Extracted records Start Marker

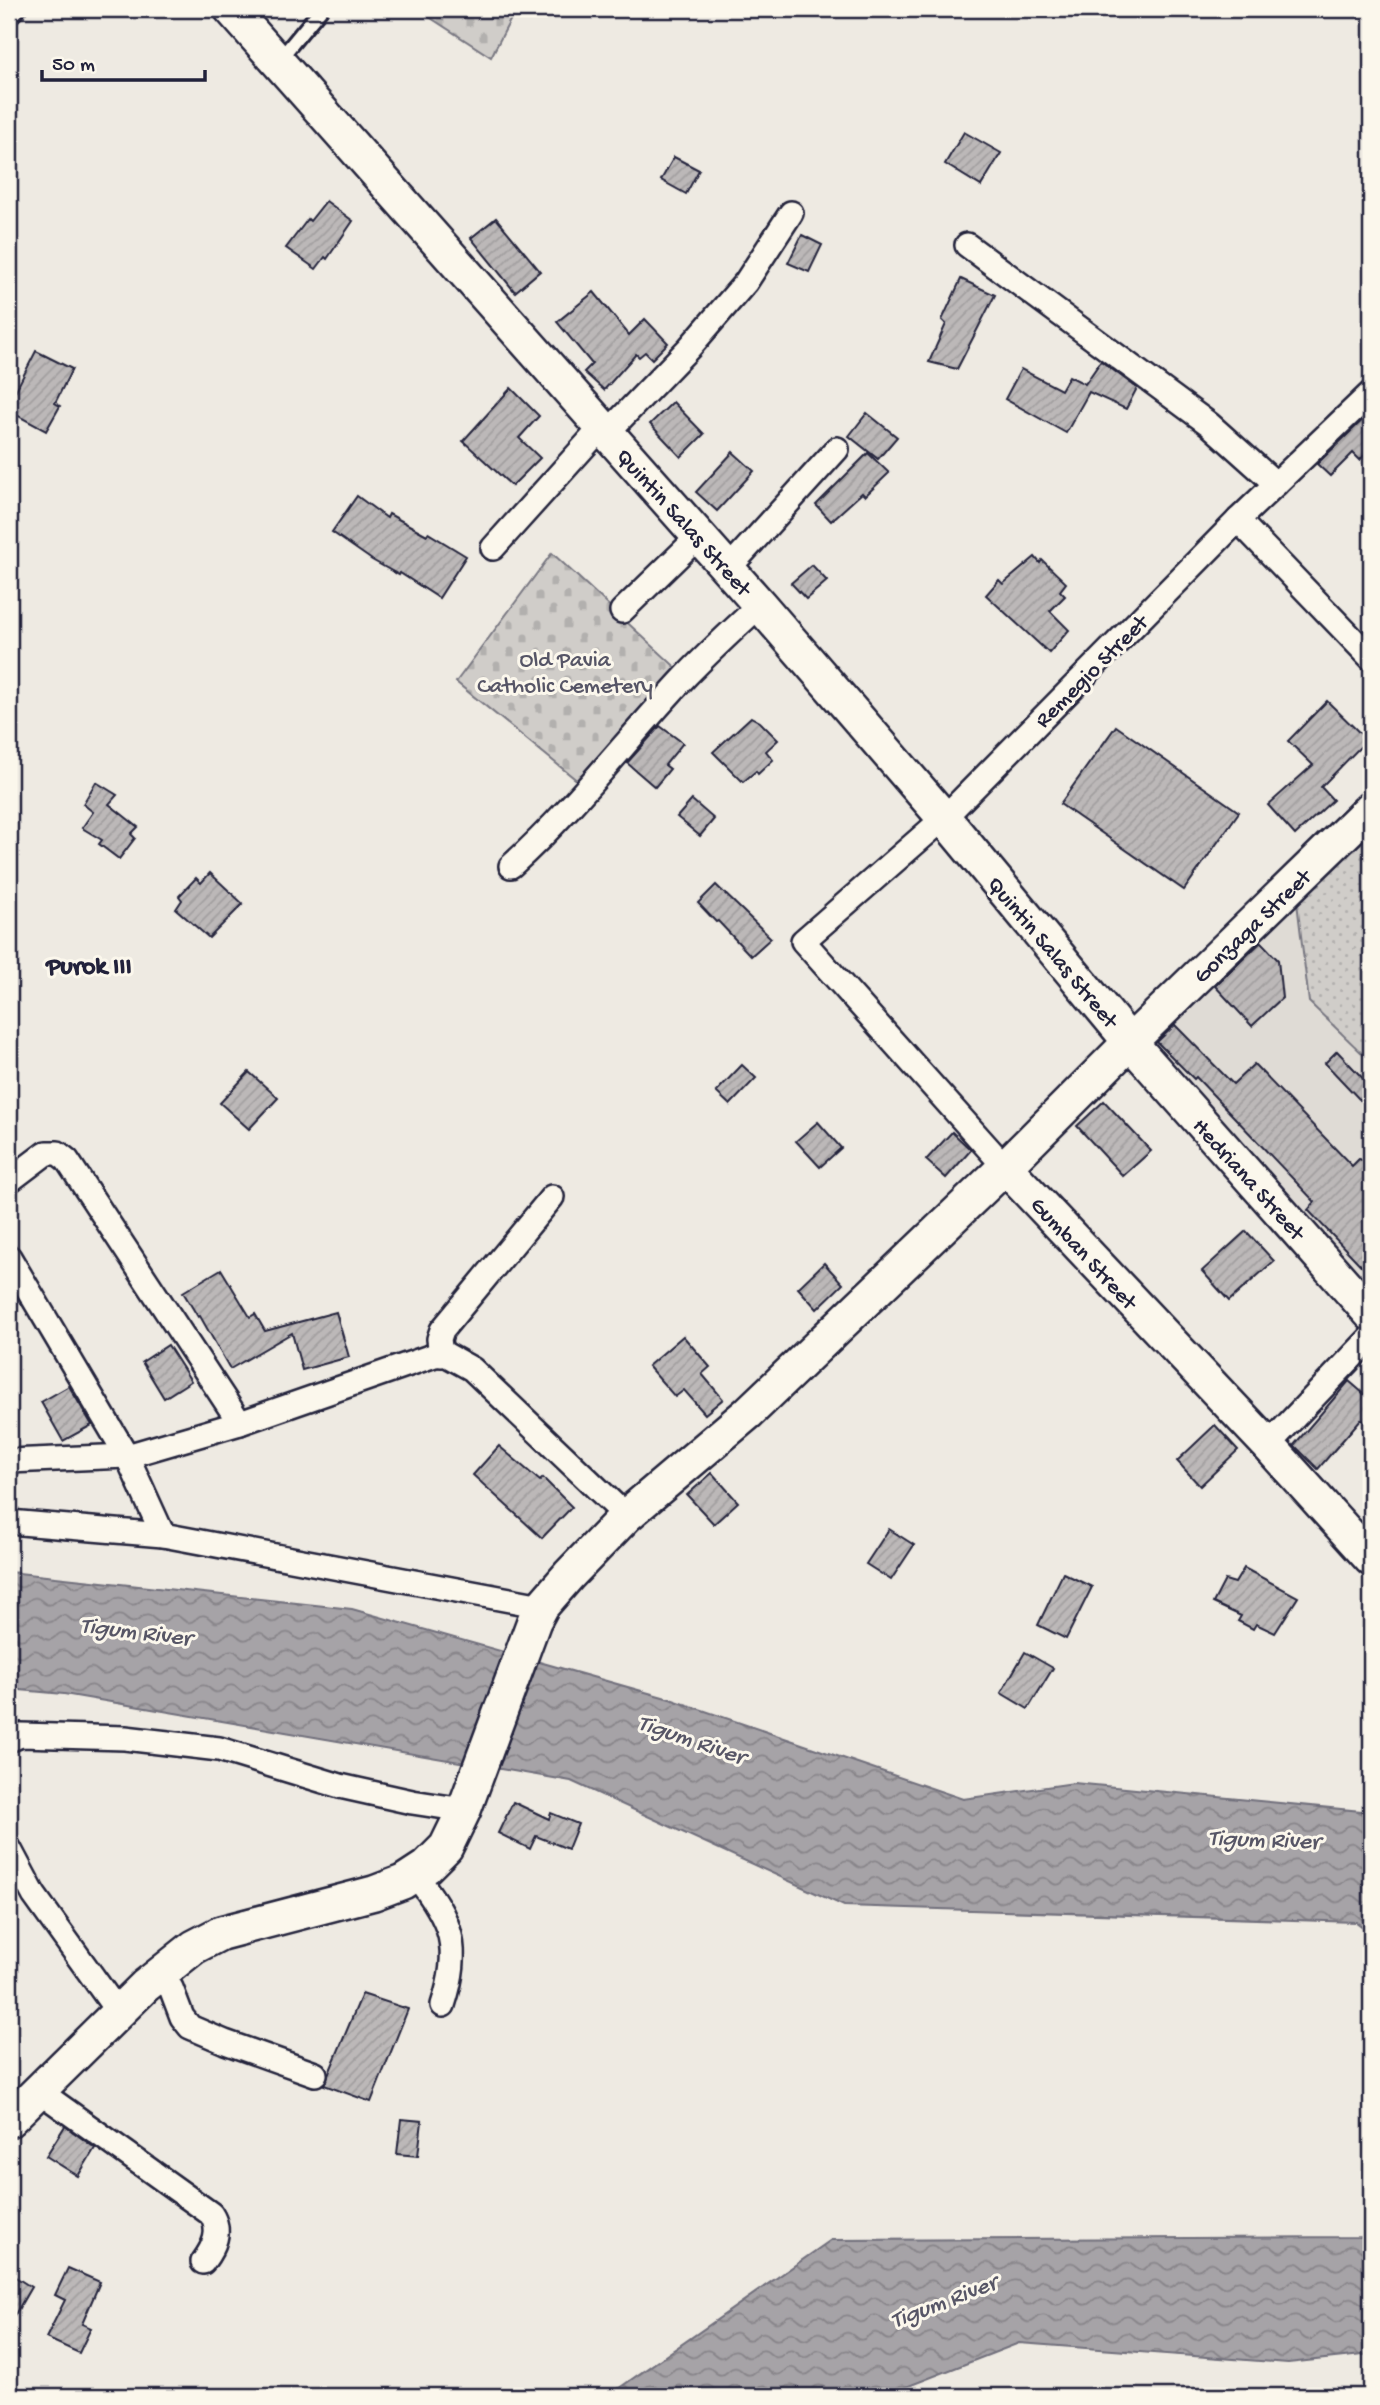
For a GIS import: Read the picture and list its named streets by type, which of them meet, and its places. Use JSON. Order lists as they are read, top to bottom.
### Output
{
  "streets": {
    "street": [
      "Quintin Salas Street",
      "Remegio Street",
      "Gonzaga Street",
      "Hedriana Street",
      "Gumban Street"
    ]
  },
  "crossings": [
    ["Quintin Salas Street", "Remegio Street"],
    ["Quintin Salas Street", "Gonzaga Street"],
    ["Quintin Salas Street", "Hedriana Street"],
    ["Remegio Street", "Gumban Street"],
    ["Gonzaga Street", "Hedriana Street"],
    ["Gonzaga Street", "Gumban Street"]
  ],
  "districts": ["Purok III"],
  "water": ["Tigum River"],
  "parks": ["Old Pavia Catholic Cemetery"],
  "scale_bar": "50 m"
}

Extracted records End Marker

> _Exercise requirements_
Copy the data verbatim, skipping any image it holds.

> _Solution to this problem_
For a GIS import: Read the picture and list its named streets by type, which of them meet, and its places. Use JSON. Order lists as they are read, top to bottom.
### Output
{
  "streets": {
    "street": [
      "Quintin Salas Street",
      "Remegio Street",
      "Gonzaga Street",
      "Hedriana Street",
      "Gumban Street"
    ]
  },
  "crossings": [
    ["Quintin Salas Street", "Remegio Street"],
    ["Quintin Salas Street", "Gonzaga Street"],
    ["Quintin Salas Street", "Hedriana Street"],
    ["Remegio Street", "Gumban Street"],
    ["Gonzaga Street", "Hedriana Street"],
    ["Gonzaga Street", "Gumban Street"]
  ],
  "districts": ["Purok III"],
  "water": ["Tigum River"],
  "parks": ["Old Pavia Catholic Cemetery"],
  "scale_bar": "50 m"
}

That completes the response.